Set out the listing word for word. End with the line that contains "Localize all labels, symbols".
(EXERCISE INPUT Opens)
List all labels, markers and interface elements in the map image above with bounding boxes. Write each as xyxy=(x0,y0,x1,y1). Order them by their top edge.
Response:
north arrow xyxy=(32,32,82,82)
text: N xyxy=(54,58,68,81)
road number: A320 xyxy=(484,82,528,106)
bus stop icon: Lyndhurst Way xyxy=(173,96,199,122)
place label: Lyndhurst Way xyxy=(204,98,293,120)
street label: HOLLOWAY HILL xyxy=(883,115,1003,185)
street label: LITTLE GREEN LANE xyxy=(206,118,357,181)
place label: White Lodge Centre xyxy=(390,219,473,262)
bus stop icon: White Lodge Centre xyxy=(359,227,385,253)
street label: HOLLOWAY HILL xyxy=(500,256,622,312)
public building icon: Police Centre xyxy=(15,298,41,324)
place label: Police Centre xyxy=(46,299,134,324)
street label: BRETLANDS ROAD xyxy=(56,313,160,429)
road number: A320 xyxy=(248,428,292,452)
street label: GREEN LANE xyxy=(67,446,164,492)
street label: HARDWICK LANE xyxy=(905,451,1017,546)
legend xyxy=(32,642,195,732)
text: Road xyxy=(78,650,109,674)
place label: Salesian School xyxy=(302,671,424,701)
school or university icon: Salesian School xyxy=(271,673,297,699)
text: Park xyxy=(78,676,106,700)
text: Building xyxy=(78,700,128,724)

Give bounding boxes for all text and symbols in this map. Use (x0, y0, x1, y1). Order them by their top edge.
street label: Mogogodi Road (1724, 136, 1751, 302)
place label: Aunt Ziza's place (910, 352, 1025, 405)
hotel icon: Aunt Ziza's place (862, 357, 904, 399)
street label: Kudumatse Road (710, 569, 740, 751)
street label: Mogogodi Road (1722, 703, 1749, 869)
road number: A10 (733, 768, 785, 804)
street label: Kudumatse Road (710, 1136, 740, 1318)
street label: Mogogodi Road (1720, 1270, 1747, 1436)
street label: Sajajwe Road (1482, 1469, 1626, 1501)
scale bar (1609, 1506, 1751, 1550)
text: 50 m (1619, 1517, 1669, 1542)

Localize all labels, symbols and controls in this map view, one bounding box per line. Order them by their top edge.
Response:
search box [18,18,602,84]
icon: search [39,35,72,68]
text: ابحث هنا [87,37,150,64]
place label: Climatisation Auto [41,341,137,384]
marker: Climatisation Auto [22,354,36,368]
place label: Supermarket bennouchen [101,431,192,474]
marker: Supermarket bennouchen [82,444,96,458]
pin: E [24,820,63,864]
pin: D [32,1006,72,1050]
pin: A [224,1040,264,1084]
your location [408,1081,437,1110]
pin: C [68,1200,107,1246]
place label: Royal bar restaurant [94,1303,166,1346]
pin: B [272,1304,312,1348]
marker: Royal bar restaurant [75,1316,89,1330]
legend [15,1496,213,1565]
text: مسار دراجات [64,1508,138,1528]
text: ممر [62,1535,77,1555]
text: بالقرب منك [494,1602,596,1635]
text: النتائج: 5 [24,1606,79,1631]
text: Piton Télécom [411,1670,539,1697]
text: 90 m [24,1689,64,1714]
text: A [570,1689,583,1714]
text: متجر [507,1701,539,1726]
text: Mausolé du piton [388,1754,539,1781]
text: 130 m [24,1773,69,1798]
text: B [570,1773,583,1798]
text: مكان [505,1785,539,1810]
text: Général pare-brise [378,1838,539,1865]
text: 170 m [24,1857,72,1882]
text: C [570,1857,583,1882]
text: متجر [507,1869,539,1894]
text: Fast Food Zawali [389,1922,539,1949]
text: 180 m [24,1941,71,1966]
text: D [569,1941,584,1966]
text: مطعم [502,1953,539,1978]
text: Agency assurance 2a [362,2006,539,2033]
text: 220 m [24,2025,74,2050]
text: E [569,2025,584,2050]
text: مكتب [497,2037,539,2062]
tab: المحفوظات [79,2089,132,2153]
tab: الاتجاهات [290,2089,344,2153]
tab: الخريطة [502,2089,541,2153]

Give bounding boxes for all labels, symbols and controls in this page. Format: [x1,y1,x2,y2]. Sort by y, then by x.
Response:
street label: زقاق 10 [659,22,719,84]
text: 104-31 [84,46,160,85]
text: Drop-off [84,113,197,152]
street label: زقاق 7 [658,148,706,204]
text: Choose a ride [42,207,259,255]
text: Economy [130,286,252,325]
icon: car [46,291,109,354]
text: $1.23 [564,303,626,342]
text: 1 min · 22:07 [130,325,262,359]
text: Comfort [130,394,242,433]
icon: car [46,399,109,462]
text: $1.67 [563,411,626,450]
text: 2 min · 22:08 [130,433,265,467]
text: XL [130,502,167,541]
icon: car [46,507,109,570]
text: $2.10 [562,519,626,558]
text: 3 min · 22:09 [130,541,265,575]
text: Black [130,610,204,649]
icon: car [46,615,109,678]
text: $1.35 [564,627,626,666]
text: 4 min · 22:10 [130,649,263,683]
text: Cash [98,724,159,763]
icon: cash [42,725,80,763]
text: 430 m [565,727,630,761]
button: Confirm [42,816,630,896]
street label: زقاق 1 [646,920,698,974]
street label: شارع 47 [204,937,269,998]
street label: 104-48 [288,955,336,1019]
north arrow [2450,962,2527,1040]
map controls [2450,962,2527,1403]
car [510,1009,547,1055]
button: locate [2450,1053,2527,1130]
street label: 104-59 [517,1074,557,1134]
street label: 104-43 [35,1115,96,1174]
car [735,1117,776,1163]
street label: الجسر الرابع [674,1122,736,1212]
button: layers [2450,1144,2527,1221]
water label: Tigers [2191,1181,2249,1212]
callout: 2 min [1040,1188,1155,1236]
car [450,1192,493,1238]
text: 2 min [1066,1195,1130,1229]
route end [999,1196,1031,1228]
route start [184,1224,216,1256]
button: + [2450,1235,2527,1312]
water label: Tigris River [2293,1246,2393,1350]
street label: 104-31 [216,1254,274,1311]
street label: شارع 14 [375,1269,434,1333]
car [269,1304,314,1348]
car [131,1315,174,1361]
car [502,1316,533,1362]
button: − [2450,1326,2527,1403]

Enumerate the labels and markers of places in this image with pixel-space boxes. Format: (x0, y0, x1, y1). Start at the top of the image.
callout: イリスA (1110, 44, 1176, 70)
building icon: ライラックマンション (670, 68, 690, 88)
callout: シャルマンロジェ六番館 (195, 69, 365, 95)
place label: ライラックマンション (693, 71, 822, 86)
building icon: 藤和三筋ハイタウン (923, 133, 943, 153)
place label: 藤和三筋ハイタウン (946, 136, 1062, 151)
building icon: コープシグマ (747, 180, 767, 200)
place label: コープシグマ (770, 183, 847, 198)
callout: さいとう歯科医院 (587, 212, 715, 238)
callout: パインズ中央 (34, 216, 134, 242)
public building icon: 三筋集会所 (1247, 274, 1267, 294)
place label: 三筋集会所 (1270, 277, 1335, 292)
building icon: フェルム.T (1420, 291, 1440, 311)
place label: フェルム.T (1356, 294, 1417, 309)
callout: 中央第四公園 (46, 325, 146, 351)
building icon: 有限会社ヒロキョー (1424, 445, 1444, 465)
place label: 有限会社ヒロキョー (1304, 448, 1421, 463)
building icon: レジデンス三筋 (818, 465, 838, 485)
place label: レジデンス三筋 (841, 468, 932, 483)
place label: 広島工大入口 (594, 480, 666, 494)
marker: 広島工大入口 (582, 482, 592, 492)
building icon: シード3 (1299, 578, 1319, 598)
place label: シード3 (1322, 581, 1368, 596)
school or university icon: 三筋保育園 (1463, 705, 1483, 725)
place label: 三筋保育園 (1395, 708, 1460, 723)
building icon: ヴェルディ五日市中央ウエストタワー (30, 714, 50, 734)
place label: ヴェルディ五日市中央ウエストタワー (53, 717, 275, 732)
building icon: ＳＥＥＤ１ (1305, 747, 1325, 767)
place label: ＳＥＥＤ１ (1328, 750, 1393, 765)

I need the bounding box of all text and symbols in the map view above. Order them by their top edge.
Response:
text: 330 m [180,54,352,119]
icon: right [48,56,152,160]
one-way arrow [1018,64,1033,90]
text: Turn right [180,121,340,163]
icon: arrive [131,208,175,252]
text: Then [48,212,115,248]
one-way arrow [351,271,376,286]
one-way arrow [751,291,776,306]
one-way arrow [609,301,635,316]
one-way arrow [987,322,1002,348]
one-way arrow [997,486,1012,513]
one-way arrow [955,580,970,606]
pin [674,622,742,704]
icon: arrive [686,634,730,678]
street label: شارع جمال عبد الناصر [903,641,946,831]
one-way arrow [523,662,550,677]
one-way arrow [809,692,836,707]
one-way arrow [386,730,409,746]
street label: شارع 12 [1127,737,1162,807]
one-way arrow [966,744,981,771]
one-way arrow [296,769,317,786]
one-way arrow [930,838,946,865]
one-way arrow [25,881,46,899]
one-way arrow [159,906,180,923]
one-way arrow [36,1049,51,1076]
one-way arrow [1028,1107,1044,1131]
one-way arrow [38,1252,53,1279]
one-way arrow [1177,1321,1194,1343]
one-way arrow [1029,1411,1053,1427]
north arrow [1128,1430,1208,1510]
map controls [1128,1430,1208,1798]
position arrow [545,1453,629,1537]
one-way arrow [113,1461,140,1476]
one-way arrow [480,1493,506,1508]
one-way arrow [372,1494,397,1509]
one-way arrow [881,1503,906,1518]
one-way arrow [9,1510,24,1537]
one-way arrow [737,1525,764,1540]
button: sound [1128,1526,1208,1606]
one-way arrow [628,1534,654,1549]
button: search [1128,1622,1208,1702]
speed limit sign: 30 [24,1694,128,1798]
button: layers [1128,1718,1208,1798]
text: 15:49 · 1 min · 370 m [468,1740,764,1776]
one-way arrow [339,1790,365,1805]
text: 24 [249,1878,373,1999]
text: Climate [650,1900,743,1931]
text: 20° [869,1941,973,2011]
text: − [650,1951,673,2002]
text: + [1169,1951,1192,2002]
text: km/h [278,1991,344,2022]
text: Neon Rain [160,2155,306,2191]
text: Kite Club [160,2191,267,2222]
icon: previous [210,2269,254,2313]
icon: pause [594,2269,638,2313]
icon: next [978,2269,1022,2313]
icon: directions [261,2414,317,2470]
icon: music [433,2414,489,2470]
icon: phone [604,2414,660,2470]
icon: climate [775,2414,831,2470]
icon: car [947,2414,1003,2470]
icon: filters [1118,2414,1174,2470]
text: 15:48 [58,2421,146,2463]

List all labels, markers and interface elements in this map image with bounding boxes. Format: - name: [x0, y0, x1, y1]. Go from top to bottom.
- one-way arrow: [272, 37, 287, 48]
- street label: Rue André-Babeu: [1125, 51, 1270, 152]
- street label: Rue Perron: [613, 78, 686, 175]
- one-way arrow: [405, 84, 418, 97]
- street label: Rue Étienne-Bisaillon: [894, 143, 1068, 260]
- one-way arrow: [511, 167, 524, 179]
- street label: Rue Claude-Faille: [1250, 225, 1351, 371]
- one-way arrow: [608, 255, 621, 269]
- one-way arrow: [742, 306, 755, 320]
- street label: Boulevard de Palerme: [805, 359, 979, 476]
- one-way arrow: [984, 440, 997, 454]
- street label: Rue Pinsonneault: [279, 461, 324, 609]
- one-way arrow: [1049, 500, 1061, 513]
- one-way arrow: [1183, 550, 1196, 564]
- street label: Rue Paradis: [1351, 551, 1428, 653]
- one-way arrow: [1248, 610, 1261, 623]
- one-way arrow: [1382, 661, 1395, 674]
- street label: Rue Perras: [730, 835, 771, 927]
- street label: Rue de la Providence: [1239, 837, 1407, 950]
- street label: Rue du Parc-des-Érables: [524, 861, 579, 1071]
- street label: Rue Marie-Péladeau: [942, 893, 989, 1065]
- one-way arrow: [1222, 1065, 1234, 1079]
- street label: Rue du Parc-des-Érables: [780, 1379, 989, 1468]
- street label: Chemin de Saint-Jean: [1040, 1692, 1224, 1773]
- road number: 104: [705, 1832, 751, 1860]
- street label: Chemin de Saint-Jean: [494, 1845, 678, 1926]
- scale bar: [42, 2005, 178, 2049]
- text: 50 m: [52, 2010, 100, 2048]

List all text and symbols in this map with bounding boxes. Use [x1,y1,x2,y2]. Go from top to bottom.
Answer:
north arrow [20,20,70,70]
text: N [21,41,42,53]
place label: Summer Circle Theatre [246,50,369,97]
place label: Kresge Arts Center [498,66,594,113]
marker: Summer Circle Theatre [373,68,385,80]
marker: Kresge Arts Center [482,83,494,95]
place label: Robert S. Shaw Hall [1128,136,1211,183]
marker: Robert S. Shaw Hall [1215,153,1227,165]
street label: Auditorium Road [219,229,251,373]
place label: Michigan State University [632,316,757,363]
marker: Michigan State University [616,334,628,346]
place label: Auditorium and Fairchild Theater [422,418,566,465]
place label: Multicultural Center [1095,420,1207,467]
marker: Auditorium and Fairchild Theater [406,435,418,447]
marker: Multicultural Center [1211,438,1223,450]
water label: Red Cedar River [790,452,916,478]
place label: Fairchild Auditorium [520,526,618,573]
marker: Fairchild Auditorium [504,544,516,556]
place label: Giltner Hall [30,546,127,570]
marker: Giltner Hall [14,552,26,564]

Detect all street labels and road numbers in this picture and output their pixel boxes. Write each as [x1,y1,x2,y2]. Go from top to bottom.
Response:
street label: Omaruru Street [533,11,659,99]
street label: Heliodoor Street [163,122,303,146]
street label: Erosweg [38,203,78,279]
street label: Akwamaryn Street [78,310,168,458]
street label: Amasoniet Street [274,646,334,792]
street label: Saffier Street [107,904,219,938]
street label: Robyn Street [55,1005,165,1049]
(EXERCISE INPUT Closes)
> **SOLUTION TO THIS TASK**
List all labels, markers and interface elements in the map image above with bounding boxes. Write each as xyxy=(x0,y0,x1,y1). Order them by their top edge.
Response:
north arrow xyxy=(32,32,82,82)
text: N xyxy=(54,58,68,81)
road number: A320 xyxy=(484,82,528,106)
bus stop icon: Lyndhurst Way xyxy=(173,96,199,122)
place label: Lyndhurst Way xyxy=(204,98,293,120)
street label: HOLLOWAY HILL xyxy=(883,115,1003,185)
street label: LITTLE GREEN LANE xyxy=(206,118,357,181)
place label: White Lodge Centre xyxy=(390,219,473,262)
bus stop icon: White Lodge Centre xyxy=(359,227,385,253)
street label: HOLLOWAY HILL xyxy=(500,256,622,312)
public building icon: Police Centre xyxy=(15,298,41,324)
place label: Police Centre xyxy=(46,299,134,324)
street label: BRETLANDS ROAD xyxy=(56,313,160,429)
road number: A320 xyxy=(248,428,292,452)
street label: GREEN LANE xyxy=(67,446,164,492)
street label: HARDWICK LANE xyxy=(905,451,1017,546)
legend xyxy=(32,642,195,732)
text: Road xyxy=(78,650,109,674)
place label: Salesian School xyxy=(302,671,424,701)
school or university icon: Salesian School xyxy=(271,673,297,699)
text: Park xyxy=(78,676,106,700)
text: Building xyxy=(78,700,128,724)

Give bounding boxes for all text and symbols in this map. Use (x0, y0, x1, y1). Order them by their top edge.
street label: Mogogodi Road (1724, 136, 1751, 302)
place label: Aunt Ziza's place (910, 352, 1025, 405)
hotel icon: Aunt Ziza's place (862, 357, 904, 399)
street label: Kudumatse Road (710, 569, 740, 751)
street label: Mogogodi Road (1722, 703, 1749, 869)
road number: A10 (733, 768, 785, 804)
street label: Kudumatse Road (710, 1136, 740, 1318)
street label: Mogogodi Road (1720, 1270, 1747, 1436)
street label: Sajajwe Road (1482, 1469, 1626, 1501)
scale bar (1609, 1506, 1751, 1550)
text: 50 m (1619, 1517, 1669, 1542)

Localize all labels, symbols and controls in this map view, one bounding box per line. Order them by their top edge.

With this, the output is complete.